What follows is a succession of days, weeks, and months you find out is that there’s no hobby, no career, no avocation that carries with it the same ecstatic highs, devastating lows, and meaning as raising children.
The hardest thing is that creeping sense that they don’t need you anymore.  The whole reason why you struggled through those child-rearing years was to make them independent.  But as time goes by and the phone stops ringing, and the frequency of mail falls off, it’s a hard feeling to shake.
But when disaster strikes, whether emotional, economic, or personal, you are the first ones they think of.  There will be a night when the rain is falling and you will hear a tentative knock on the door, and there on your doorstep they will be.  When the world has rejected them, turned them out into the night they know there is one place where they are still welcome; where they are still loved.
At some point, you will become aware that they have found someone special.  They may mention a name, but mainly you see that faraway look in their eyes, the faint smile.  And you remember what new love felt like.

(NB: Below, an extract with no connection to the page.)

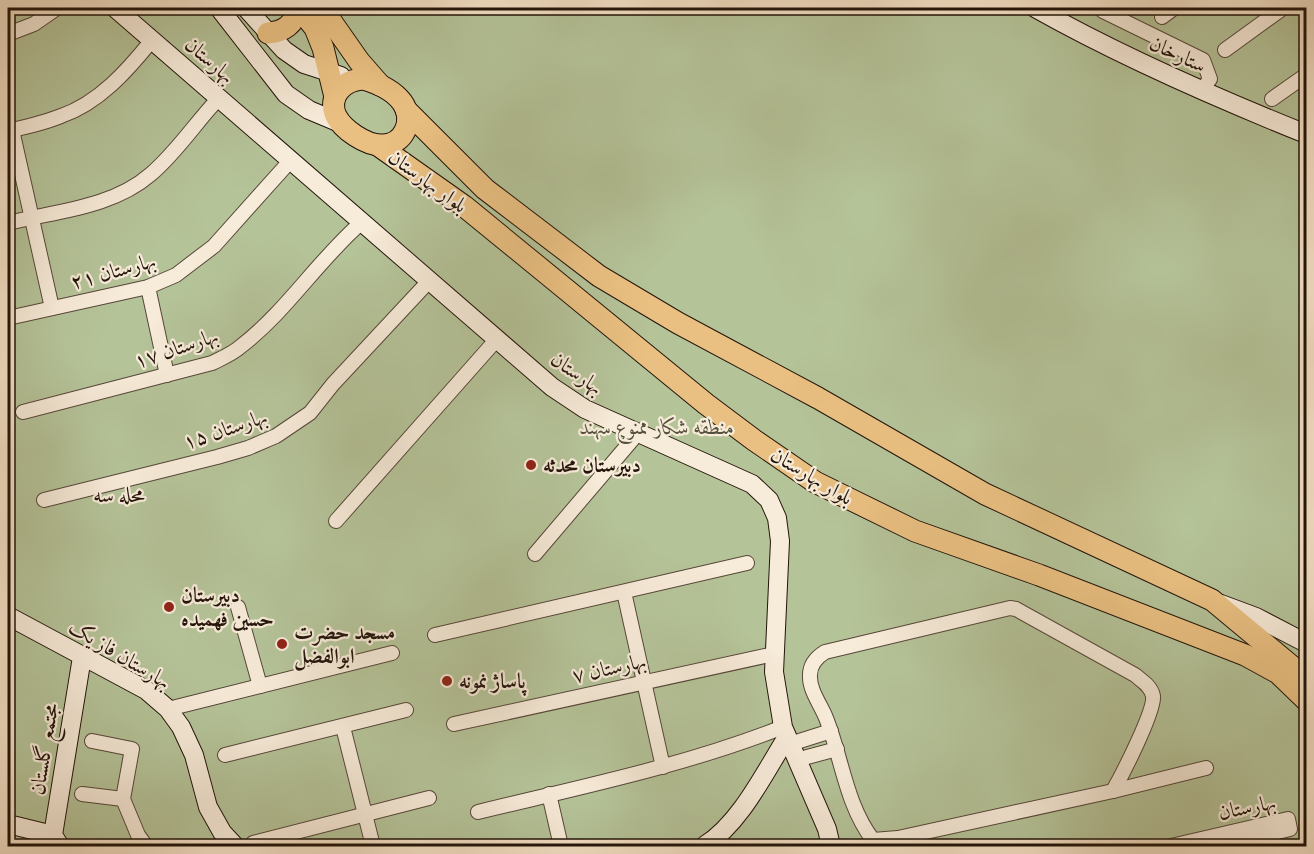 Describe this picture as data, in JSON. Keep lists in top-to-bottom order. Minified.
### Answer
{"streets":{"main road":["بلوار بهارستان"],"street":["ستارخان","بهارستان","بهارستان ۲۱","بهارستان ۱۷","بهارستان ۱۵","بهارستان فاز یک","بهارستان ۷","مجتمع گلستان"]},"crossings":[["بهارستان","بهارستان ۲۱"],["بهارستان","بهارستان ۱۷"],["بهارستان","بهارستان ۱۵"],["بهارستان","بهارستان ۷"],["بهارستان فاز یک","مجتمع گلستان"]],"districts":["محله سه"],"parks":["منطقه شکار ممنوع سهند"],"places":["دبیرستان محدثه","دبیرستان حسین فهمیده","مسجد حضرت ابوالفضل","پاساژ نمونه"]} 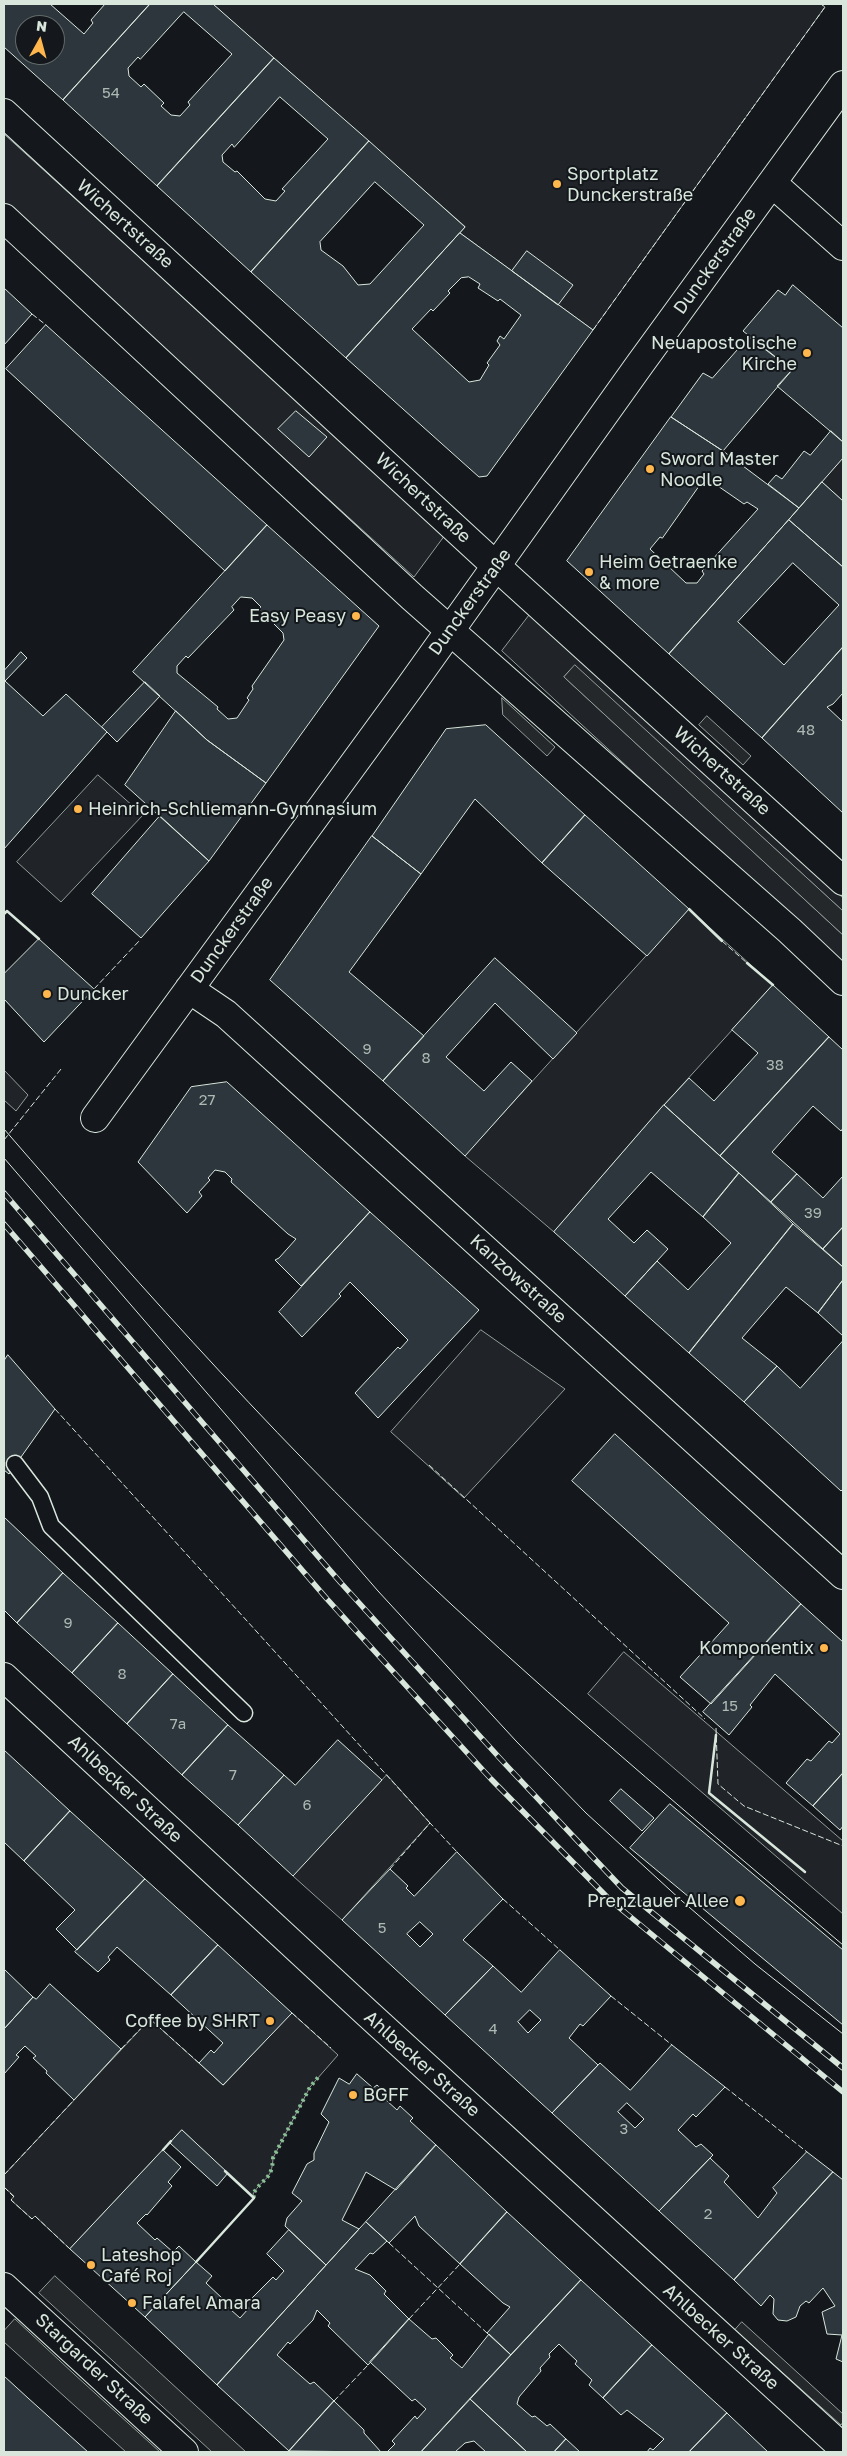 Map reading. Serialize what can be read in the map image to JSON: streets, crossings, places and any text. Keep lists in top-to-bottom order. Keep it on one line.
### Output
{"streets":{"street":["Wichertstraße","Dunckerstraße","Kanzowstraße","Ahlbecker Straße","Stargarder Straße"]},"crossings":[["Wichertstraße","Dunckerstraße"],["Dunckerstraße","Kanzowstraße"]],"places":["Sportplatz Dunckerstraße","Neuapostolische Kirche","Sword Master Noodle","Heim Getraenke & more","Easy Peasy","Heinrich-Schliemann-Gymnasium","Duncker","Komponentix","Prenzlauer Allee","Coffee by SHRT","BGFF","Lateshop Café Roj","Falafel Amara"],"house_numbers":["54","48","9","8","38","27","39","9","8","15","7a","7","6","5","4","3","2"],"north":"top"}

The wedding is chaos, generating the kind of funny anecdotes that will delight Thanksgiving and Christmas gatherings for decades to come. 
Then comes that special day when you become grandparents.

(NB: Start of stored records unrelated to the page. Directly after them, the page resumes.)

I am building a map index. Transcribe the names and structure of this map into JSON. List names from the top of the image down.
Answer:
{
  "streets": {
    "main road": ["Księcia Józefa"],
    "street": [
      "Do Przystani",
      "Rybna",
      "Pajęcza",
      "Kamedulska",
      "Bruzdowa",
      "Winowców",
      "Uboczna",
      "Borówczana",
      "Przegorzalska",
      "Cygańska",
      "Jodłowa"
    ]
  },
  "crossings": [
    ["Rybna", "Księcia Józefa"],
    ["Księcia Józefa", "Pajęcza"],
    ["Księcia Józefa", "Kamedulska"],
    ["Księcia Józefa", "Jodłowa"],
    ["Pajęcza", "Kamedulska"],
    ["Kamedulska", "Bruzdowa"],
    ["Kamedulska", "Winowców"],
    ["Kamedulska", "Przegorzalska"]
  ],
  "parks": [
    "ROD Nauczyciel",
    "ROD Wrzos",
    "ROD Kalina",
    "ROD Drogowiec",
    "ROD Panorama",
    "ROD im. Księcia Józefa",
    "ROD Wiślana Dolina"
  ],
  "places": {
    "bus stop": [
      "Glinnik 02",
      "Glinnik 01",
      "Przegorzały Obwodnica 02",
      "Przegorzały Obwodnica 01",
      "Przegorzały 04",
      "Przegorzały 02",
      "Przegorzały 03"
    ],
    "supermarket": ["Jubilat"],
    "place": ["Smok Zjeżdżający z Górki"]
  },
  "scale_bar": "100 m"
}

It may be a call in the middle of the night.  She’s in labor and we’re headed to the hospital.  All hope of sleep vanishes at this point and you crouch by the telephone like a couple of starved mountain lions, ready to pounce.  Woe betide any telemarketers who call during this vigil.
Finally the message comes through.  Across the miles comes the vital information, gender, weight, length, who does he/she look more like, how long was the labor.  Then you throw some things into a bag, get into the car and head for the hospital, wherever that is.  There is an urgency that drives you.  When our third grandson was born, I was not even 2 days out of surgery; yet I poured myself into the car and we made that three-hour trip to see the baby.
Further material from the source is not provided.